__Assigned task__
Lines below that hold the word "image" must be copied in full.

[[ Records open ]]

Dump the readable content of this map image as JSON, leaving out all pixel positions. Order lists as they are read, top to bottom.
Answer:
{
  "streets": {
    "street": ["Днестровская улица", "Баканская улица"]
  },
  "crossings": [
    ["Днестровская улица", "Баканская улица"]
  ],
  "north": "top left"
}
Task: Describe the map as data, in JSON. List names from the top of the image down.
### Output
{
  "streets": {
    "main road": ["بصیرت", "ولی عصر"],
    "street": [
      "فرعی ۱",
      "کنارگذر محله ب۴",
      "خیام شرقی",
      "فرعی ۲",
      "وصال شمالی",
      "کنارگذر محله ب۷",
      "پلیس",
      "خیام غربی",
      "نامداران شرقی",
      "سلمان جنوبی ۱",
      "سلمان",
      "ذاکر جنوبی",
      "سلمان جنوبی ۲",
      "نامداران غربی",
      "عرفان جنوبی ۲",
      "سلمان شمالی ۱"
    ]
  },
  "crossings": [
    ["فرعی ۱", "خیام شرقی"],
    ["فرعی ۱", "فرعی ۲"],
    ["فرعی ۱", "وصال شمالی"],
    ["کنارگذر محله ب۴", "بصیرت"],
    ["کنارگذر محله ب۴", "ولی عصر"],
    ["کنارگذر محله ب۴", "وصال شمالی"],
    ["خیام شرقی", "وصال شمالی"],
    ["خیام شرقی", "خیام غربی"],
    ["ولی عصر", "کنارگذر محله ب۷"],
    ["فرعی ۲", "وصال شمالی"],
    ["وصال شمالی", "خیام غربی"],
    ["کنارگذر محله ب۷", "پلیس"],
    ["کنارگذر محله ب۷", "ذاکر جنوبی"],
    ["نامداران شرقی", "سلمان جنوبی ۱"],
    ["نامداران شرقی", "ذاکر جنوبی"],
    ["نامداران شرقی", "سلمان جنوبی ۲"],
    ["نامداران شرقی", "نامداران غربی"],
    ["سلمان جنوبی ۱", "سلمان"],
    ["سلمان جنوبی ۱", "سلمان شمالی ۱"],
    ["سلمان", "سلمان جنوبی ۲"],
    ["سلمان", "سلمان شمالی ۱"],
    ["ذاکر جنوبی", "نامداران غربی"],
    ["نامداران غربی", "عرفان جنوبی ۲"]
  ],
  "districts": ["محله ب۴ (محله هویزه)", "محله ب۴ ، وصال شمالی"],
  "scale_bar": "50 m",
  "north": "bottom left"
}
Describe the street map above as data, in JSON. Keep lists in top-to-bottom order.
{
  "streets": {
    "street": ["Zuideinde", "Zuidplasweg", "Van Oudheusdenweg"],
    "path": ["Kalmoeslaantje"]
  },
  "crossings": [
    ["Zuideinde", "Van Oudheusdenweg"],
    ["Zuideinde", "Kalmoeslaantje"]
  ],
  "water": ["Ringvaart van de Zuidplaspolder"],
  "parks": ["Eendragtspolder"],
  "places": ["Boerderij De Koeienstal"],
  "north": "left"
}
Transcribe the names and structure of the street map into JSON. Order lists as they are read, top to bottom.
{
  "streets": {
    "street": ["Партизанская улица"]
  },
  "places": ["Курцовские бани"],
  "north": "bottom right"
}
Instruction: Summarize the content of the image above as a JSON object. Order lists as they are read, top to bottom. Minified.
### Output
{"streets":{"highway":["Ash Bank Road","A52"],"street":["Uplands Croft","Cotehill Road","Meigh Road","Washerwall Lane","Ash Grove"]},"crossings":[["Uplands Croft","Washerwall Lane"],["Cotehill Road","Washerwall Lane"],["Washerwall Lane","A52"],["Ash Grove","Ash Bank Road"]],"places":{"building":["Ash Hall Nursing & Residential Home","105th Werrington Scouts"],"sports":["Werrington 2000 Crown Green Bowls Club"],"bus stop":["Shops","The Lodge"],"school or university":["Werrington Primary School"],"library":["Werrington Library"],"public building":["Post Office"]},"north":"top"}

[[ Records closed ]]

__Output of the exercise__
Dump the readable content of this map image as JSON, leaving out all pixel positions. Order lists as they are read, top to bottom.
Task: Describe the map as data, in JSON. List names from the top of the image down.
Instruction: Summarize the content of the image above as a JSON object. Order lists as they are read, top to bottom. Minified.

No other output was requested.